Stone was born in Shanghai, China in July 1933 -- an only child of an American mother and an English father who worked for the civil authorities. Anticipating the coming troubles, his mother took him to the U.S. and settled in San Diego. His father was interned in a camp in Japan and was not reunited with his family until the close of the war.
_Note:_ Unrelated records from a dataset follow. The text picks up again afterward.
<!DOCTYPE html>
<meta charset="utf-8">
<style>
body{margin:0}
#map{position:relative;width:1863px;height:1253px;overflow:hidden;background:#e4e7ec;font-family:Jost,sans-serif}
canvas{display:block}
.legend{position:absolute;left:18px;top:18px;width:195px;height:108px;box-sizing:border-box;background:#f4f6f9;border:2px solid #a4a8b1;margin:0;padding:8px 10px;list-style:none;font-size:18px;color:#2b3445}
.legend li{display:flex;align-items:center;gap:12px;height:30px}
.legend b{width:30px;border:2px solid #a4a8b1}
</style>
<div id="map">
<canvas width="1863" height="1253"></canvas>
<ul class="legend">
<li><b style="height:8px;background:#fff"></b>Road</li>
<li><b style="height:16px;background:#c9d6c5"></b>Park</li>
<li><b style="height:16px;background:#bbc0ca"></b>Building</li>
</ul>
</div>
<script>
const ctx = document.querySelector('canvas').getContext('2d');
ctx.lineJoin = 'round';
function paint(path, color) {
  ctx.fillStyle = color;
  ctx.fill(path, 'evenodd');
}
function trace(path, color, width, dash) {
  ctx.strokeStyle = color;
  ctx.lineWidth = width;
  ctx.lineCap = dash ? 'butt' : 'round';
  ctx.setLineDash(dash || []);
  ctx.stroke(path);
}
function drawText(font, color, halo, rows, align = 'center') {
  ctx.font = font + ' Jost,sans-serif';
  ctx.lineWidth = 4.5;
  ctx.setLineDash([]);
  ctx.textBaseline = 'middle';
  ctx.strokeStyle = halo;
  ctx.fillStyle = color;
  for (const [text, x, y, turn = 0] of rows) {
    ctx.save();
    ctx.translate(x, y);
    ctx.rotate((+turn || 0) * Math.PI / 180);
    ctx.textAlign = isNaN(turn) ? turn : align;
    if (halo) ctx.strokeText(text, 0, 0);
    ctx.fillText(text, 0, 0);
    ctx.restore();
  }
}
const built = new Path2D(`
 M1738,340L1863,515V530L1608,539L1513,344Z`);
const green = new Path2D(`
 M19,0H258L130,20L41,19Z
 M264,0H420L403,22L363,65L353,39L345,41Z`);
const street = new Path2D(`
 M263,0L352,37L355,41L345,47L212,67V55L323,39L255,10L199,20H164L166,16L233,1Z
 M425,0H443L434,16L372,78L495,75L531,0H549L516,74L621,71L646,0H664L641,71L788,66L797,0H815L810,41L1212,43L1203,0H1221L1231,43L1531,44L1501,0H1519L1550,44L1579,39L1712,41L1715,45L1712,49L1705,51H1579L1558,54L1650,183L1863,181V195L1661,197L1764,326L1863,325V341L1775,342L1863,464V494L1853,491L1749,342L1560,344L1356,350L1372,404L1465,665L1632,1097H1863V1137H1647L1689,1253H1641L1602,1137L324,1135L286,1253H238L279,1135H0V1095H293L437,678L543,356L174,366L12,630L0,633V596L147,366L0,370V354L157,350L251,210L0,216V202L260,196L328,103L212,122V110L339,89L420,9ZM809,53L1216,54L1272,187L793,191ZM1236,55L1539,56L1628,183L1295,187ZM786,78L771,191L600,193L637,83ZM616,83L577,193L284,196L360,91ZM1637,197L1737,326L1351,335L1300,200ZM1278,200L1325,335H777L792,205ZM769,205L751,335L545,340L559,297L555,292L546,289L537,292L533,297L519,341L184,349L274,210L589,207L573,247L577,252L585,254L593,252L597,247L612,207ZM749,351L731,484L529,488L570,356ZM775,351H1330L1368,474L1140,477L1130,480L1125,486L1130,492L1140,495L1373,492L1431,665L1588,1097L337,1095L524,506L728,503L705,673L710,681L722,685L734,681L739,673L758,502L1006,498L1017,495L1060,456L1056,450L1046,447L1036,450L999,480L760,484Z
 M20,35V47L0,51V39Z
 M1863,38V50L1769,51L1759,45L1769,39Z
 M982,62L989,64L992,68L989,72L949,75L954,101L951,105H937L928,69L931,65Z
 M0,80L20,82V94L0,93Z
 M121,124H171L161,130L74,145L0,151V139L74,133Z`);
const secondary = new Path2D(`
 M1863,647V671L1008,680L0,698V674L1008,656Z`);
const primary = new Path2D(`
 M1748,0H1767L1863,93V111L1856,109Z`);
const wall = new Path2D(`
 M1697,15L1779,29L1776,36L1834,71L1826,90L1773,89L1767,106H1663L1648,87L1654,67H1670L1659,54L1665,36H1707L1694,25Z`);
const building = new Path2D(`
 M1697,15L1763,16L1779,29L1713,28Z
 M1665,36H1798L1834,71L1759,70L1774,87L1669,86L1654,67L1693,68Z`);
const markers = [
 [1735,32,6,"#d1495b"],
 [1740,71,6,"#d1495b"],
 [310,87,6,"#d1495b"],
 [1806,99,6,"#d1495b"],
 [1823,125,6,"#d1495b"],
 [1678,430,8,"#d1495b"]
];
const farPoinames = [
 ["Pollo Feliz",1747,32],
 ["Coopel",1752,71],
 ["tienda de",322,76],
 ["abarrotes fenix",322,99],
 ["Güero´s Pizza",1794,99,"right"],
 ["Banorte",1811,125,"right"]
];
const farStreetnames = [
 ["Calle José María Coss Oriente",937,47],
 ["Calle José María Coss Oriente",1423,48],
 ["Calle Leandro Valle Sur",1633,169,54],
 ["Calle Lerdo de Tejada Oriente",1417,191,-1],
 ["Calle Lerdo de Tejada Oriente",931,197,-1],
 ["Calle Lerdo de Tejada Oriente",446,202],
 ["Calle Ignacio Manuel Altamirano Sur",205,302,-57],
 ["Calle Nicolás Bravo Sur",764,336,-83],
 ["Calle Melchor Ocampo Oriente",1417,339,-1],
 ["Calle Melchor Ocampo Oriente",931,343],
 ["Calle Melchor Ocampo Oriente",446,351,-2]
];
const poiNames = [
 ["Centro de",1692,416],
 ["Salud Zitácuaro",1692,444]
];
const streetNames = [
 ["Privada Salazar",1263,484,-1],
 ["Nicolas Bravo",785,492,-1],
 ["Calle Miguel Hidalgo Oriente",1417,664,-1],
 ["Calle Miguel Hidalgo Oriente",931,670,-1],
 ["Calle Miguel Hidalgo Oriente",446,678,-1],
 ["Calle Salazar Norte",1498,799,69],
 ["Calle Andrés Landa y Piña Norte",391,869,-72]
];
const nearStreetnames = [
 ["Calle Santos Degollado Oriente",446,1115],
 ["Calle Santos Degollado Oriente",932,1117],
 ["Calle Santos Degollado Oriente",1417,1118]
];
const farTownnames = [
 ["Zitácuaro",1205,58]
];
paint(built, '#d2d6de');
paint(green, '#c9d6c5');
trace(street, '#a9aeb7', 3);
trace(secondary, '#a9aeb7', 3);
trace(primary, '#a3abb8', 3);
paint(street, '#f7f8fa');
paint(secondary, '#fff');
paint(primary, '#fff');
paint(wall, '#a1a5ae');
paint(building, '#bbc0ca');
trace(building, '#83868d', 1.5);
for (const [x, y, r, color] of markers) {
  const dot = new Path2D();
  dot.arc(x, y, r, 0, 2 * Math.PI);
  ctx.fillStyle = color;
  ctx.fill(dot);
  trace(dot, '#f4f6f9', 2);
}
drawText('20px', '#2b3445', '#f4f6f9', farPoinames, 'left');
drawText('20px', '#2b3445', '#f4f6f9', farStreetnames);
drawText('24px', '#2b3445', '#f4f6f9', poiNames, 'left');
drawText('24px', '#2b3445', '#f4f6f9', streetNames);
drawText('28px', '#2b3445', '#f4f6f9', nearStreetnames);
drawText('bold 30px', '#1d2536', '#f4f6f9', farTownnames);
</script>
Stone's education began in the San Diego area with primary and secondary schooling. He went on to earn a B.A. in Botany from Pomona College and a Ph.D. from the University of Hawaii in 1960. He served as research assistant in the Department of Botany at the U.S. National Museum of Natural History at the Smithsonian from 1960-61. He moved to the College (now University) of Guam as Professor of Biology, 1961-65. At this time he wrote the Flora of Guam. Wishing to master the flora of Micronesia, he accepted a position at the University of Malaya in Kuala Lumpur, Malaysia. He served there until 1984 when he returned to the U.S. to take the Chairmanship of the Department of Botany of the Philadelphia Academy of Natural Sciences, a position he held until 1990 when he joined the Flora of the Philippines Project as the Principal Investigator for the Phillipine Plant Inventory.
Dr. Stone was the author or editor of 300 articles and books, and his reputation as a pandan worker was unsurpassed. As a result of his interest, encouragement, and voluminous correspondence, scores of students entered the study of botany. He made significant collections (numbering more than 18,000), including type specimens in almost every area of Micronesia and Australia as well as East Africa, India, Sri Lanka, Switzerland, and many states of the U.S.
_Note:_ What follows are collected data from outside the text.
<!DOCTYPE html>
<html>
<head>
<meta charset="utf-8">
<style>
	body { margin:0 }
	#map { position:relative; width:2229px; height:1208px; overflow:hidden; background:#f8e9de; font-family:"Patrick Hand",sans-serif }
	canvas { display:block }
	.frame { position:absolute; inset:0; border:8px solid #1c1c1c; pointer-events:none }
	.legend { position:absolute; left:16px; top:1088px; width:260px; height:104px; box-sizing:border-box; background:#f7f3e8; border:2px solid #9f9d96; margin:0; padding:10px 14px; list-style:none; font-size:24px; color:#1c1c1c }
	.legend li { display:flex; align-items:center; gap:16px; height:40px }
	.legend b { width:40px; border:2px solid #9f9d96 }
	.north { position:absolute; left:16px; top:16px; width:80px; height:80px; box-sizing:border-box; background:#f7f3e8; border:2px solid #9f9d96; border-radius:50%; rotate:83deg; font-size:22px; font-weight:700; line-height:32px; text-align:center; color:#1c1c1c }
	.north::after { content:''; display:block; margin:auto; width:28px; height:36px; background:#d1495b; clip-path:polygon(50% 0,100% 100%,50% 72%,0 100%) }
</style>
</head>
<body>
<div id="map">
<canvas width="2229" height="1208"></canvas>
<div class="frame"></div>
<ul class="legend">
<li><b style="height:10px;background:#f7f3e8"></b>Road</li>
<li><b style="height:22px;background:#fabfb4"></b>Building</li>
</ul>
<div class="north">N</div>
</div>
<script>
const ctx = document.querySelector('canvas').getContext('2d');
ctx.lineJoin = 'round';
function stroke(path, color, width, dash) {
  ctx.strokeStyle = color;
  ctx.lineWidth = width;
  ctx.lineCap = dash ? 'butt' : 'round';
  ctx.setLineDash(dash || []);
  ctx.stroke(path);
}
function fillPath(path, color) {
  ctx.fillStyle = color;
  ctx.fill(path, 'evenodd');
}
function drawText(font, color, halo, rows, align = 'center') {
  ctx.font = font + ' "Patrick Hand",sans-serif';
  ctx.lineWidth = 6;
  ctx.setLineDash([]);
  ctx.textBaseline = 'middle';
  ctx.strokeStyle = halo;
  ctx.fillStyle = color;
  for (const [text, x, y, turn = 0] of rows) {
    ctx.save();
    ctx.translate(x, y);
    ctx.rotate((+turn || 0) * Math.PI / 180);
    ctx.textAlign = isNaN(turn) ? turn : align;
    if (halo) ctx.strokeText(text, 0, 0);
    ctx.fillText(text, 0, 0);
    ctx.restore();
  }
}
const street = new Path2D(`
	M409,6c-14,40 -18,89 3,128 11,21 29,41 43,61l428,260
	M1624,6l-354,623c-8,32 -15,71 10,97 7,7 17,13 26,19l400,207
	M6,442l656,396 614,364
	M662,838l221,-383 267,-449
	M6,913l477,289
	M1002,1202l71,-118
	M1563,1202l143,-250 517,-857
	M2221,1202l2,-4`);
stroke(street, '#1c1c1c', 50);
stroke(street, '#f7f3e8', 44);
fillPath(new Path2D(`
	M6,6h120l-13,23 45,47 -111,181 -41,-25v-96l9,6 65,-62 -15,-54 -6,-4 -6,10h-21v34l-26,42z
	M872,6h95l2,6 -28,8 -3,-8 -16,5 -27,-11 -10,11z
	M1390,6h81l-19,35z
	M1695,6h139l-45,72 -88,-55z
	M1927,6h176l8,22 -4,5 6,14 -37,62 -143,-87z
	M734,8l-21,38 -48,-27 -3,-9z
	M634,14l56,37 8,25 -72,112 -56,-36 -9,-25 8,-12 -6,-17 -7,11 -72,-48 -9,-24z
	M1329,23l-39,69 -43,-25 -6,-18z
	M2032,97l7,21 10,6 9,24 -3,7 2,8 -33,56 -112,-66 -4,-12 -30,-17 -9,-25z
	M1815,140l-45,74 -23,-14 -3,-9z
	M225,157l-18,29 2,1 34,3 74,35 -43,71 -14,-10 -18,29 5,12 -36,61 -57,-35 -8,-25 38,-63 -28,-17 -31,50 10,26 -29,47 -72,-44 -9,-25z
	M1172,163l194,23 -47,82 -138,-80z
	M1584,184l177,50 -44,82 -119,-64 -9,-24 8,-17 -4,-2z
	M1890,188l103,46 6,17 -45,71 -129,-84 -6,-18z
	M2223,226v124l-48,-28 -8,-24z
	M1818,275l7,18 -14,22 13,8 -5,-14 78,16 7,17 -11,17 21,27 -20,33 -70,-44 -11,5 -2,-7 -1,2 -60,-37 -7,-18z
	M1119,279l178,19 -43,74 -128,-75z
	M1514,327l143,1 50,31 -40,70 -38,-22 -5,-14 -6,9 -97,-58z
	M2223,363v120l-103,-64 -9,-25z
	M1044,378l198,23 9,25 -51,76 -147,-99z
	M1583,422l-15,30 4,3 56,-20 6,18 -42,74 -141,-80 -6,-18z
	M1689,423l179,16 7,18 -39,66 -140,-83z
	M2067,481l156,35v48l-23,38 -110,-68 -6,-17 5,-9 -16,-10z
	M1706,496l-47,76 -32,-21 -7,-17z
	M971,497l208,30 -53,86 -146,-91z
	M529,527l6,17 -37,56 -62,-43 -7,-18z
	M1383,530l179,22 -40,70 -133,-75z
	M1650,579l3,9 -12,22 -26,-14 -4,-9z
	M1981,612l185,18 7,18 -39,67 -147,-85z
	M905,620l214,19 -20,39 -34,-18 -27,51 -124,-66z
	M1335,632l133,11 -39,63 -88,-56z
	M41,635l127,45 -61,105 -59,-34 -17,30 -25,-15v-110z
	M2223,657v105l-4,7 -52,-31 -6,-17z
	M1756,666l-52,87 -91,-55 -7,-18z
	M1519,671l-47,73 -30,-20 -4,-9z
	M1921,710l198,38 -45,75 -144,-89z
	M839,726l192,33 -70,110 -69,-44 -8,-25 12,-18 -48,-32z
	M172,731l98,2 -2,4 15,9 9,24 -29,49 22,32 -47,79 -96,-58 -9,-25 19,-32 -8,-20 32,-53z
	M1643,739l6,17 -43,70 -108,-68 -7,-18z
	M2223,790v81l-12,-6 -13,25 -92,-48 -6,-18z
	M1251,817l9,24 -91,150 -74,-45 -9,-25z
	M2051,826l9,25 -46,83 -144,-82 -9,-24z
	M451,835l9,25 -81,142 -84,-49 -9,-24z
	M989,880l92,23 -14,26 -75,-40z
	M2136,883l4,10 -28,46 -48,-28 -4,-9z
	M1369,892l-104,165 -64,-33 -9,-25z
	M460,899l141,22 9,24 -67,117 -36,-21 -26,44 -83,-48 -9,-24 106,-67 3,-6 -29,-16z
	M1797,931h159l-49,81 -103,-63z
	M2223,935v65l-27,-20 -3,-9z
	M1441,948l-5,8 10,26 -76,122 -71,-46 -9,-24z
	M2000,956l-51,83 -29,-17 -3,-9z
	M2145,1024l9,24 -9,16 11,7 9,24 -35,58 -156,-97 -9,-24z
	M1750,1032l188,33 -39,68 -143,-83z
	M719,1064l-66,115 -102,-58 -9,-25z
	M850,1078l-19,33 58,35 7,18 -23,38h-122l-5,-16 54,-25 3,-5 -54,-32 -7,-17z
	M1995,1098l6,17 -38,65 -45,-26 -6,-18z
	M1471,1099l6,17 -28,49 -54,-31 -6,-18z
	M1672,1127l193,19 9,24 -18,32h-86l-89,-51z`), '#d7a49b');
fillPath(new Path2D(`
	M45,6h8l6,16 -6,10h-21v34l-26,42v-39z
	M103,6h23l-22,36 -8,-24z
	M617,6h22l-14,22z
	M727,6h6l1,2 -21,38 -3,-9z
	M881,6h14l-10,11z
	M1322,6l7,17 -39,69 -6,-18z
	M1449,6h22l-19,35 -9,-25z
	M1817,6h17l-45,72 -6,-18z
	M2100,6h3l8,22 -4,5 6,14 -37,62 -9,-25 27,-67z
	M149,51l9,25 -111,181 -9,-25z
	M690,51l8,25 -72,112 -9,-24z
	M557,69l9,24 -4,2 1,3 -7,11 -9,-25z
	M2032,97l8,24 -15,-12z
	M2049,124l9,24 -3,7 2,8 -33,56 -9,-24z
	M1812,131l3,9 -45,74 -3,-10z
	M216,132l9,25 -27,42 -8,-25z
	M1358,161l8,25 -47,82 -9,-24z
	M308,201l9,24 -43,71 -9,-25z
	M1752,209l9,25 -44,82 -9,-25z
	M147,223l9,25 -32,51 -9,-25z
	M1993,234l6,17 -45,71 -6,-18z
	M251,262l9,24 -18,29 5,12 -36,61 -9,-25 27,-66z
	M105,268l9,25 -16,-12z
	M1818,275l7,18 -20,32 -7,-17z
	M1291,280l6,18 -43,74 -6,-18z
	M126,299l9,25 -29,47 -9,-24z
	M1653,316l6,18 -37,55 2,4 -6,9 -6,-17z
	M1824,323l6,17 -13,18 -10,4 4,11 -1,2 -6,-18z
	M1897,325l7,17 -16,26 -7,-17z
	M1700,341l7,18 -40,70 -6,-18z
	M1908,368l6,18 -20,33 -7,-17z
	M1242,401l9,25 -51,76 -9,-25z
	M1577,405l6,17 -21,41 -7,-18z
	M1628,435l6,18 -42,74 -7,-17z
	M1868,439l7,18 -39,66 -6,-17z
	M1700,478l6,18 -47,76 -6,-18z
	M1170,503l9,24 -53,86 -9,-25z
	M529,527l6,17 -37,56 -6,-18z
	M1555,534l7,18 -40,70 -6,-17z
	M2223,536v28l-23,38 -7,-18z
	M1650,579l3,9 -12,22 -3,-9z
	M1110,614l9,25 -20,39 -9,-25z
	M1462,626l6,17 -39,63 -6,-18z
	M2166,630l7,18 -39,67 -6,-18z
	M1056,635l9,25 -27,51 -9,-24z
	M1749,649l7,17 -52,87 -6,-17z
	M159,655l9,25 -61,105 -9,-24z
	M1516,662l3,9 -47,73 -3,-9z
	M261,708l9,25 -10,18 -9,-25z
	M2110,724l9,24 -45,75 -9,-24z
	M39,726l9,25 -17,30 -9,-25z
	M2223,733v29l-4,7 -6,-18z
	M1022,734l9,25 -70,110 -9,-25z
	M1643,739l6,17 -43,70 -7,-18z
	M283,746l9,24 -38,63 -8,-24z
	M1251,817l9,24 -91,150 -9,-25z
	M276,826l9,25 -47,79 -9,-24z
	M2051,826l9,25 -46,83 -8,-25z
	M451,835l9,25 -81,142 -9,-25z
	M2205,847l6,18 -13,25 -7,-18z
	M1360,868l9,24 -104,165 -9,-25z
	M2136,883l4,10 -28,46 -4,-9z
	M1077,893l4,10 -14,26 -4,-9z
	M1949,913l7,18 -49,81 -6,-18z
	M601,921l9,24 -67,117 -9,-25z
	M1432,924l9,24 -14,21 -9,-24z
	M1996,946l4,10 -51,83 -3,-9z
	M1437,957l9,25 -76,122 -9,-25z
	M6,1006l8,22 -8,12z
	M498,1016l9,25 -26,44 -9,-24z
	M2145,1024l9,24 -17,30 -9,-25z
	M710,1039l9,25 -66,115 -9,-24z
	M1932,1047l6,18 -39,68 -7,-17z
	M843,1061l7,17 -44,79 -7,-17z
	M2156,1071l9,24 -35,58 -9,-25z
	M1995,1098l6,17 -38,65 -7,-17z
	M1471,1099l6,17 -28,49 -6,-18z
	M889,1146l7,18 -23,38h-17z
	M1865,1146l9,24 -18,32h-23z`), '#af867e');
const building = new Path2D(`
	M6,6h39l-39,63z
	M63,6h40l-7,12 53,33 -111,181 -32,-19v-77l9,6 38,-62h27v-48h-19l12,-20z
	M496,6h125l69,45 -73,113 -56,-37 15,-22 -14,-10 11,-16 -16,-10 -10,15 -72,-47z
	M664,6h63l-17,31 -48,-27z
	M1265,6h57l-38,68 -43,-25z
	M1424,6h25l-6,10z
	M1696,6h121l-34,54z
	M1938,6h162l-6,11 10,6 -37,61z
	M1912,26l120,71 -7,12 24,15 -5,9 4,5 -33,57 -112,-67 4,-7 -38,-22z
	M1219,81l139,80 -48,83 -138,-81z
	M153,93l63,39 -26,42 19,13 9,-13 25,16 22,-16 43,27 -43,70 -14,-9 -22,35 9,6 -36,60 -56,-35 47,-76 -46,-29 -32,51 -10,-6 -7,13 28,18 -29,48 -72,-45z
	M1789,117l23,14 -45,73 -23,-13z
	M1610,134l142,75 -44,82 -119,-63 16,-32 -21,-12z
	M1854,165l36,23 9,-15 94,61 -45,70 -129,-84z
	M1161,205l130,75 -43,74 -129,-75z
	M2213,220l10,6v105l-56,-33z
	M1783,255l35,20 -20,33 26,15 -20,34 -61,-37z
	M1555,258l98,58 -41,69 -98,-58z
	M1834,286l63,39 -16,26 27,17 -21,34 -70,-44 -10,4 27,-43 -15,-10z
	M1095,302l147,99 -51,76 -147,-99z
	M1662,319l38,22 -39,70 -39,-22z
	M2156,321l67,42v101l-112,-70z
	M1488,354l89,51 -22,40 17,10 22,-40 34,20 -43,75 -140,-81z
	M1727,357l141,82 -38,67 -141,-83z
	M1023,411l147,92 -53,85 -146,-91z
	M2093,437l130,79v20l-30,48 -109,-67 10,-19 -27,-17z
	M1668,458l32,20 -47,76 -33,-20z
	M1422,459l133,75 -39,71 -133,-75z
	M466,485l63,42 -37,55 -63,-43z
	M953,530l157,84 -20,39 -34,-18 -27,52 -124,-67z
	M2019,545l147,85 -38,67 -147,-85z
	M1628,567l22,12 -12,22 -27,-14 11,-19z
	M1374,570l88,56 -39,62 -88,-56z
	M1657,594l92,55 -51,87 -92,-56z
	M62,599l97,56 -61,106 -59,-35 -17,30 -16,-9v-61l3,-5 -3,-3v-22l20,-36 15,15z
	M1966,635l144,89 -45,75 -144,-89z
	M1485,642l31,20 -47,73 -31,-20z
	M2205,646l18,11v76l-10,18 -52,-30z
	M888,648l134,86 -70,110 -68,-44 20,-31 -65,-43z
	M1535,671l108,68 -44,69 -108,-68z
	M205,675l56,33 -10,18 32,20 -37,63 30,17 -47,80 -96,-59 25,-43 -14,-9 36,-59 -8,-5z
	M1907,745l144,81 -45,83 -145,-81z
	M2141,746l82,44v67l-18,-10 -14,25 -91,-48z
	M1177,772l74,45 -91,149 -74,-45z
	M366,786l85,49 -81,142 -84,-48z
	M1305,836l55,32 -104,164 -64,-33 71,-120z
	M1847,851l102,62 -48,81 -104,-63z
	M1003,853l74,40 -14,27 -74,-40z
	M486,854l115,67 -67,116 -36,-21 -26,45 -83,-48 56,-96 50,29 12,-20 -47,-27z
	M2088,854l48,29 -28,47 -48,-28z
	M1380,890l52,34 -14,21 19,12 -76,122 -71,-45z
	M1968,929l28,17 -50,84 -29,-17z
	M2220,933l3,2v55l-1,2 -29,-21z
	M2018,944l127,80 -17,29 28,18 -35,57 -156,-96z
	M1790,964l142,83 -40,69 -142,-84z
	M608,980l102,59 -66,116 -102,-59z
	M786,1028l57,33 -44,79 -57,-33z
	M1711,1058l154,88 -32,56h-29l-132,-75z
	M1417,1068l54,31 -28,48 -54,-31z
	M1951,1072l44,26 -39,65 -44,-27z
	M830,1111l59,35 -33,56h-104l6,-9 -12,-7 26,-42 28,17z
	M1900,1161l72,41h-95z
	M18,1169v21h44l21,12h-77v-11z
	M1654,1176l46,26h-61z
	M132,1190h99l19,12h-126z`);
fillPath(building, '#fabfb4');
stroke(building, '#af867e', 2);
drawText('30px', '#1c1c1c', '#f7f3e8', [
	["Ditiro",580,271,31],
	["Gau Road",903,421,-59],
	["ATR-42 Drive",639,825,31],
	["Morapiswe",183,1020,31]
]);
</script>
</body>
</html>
Dr. Stone recently wrote, "...we can potentially identify trends that are no doubt occurring in many of the earth's tropical regions, such as irreversible soil changes, loss of forest-dependent species, and more violent cyclical changes in temperature and humidity...knowledge of these trends will aid in efforts to conserve our remaining global biodiversity and to link data on habitat destruction more closely to that on species losses of fauna and flora."